In this April 15, 2016 photo, University of Florida PhD student Islam Badreldin, 31, practices driving a brain-controlled vehicle that he modified to work wirelessly in Gainesville, Fla. For more than a century science has been able to detect brainwaves, but recent advances in cheaper equipment like the electroencephalogram, or EEG, headsets worn by Badreldin is moving the technology out of the lab.  (AP Photo/Jason Dearen)

In this April 15, 2016 photo, University of Florida PhD student Islam Badreldin, 31, practices driving a brain-controlled vehicle that he modified to work wirelessly in Gainesville, Florida. Photo: AP/Jason Dearen

You might use your mind to unlock your car, or explore a virtual world, hands-free. It could be applied for real-time monitoring of our moods and states of consciousness. Researchers are studying whether they can use a big rig driver’s mind to trigger a device that will tell him when he’s too tired to drive.

“One day you could wear a brain-controlled interface device like you wear a watch, to interact with things around you,” Gilbert said.

So far, BCI research has largely been about helping disabled people regain freedom of movement. Recently, an Ohio man using only his thoughts was able to move his paralyzed hand thanks to a chip implanted in his brain. In Miami, doctors using BCI are helping a 19-year-old man stand on his own after losing the use of his legs in a motorcycle accident.

The idea of collegiate brain-drone races pleases Dr. Bin He, a biomedical engineer at the University of Minnesota who first demonstrated a mind-controlled drone in public in 2013.

“The progress of the BCI field has been faster than I had thought ten years ago,” He said. “We are getting closer and closer to broad application.”
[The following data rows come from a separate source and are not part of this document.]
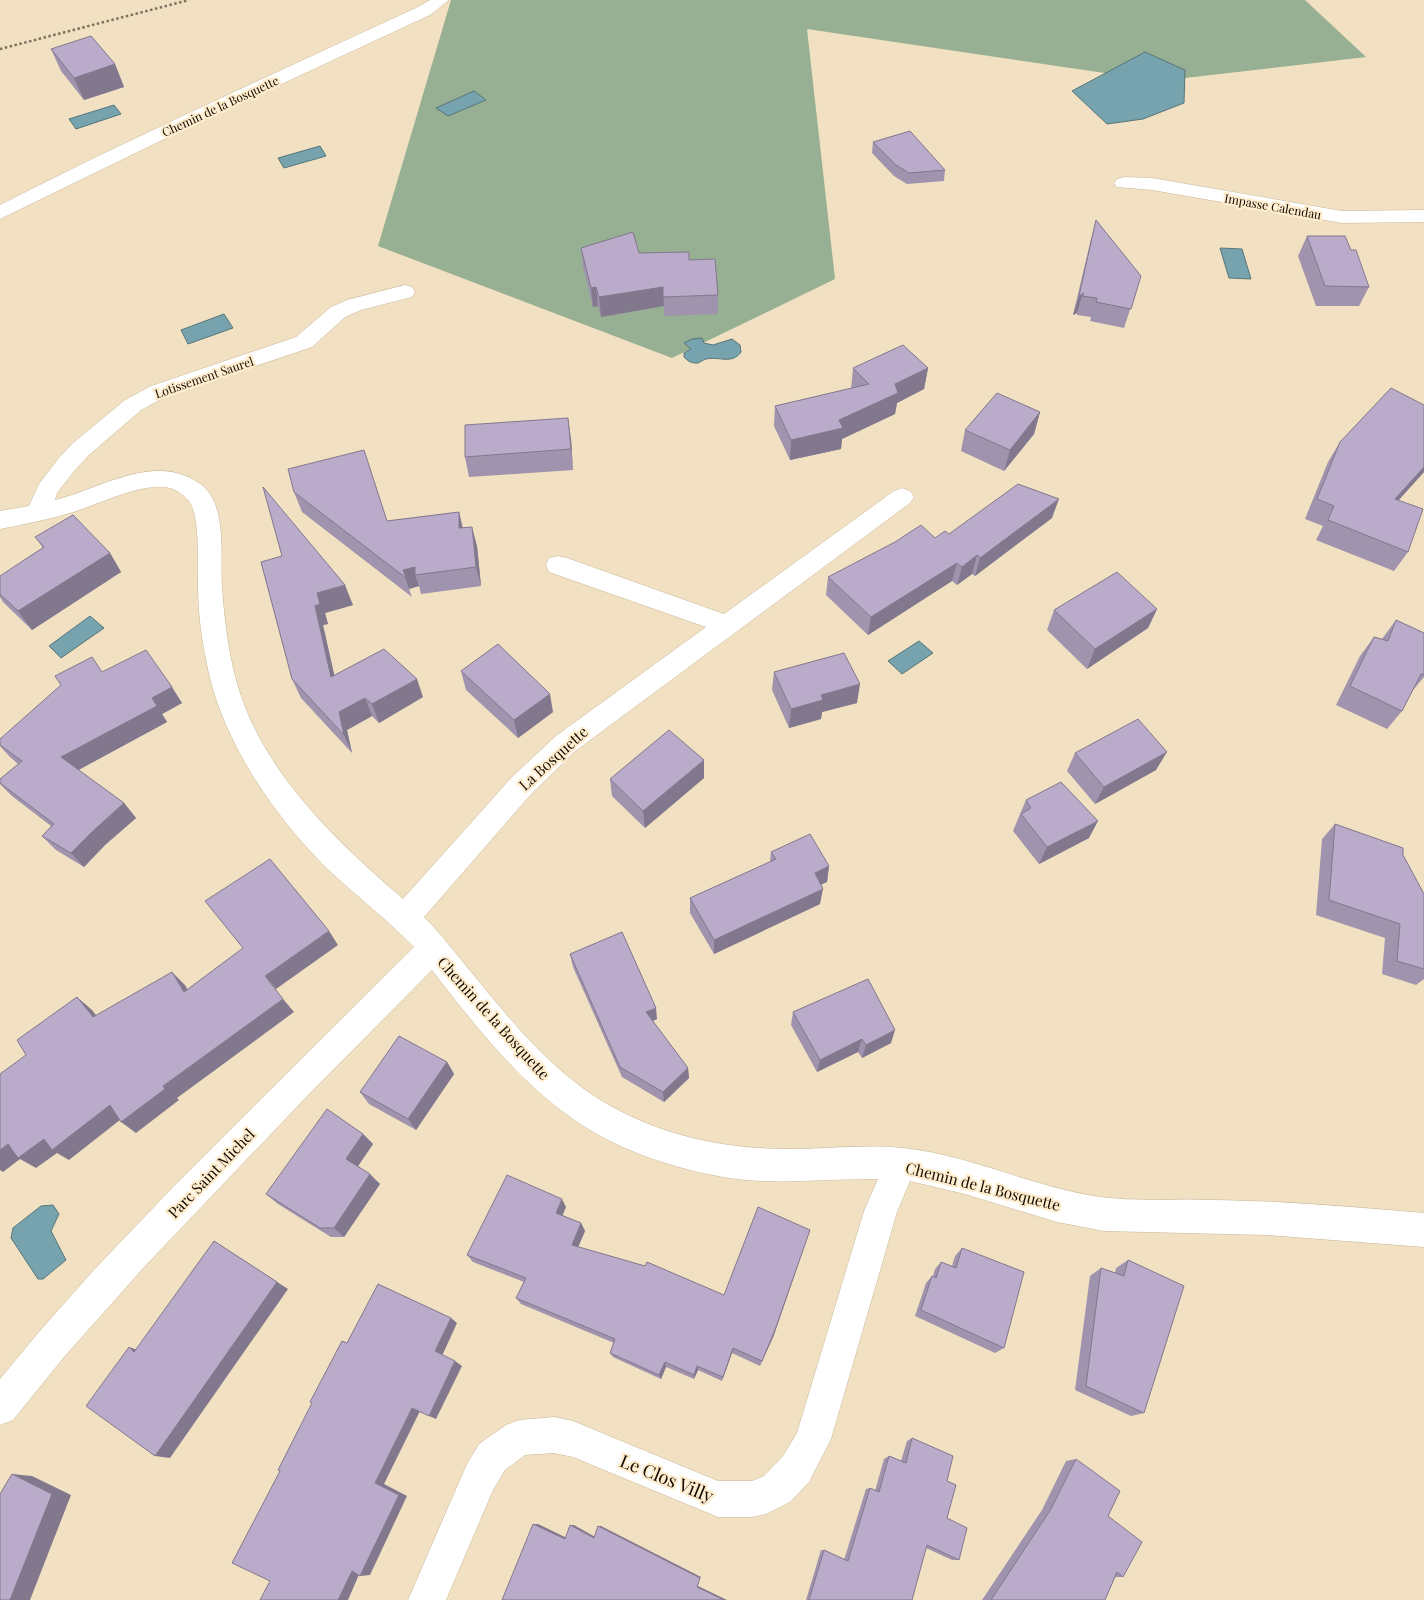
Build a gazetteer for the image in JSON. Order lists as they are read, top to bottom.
{
  "streets": {
    "street": [
      "Chemin de la Bosquette",
      "Impasse Calendau",
      "Lotissement Saurel",
      "La Bosquette",
      "Parc Saint Michel",
      "Le Clos Villy"
    ]
  },
  "crossings": [
    ["Chemin de la Bosquette", "Lotissement Saurel"],
    ["Chemin de la Bosquette", "La Bosquette"],
    ["Chemin de la Bosquette", "Parc Saint Michel"],
    ["Chemin de la Bosquette", "Le Clos Villy"]
  ]
}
But as the technology moves toward wider adoption, ethical, legal and privacy questions remain unresolved.

The U.S. Defense Department — which uses drones to kill suspected terrorists in the Middle East from vast distances — is looking for military brain-control applications. A 2014 Defense grant supports the Unmanned Systems Laboratory at the University of Texas, San Antonio, where researchers have developed a system enabling a single person with no prior training to fly multiple drones simultaneously through mind control.

In this system, instead of the pilot thinking certain thoughts to move the drones, she looks at a screen with flickering signals, triggering brain activity that translates into specific movements. “It can accommodate lots of commands, much more than imaginary motion can,” UT scientist Yufei Huang said.

But enthusiasts should think carefully before they hand over their brainwaves for purposes that have yet to be conceived or contained, said Kit Walsh, a staff attorney at the Electronic Frontier Foundation with a degree in neuroscience from MIT.

“EEG readings are similar to fingerprints: once I know what the readings look like from your brain in a certain situation,” she said. “I’ll be able to recognize you by that pattern again later on.”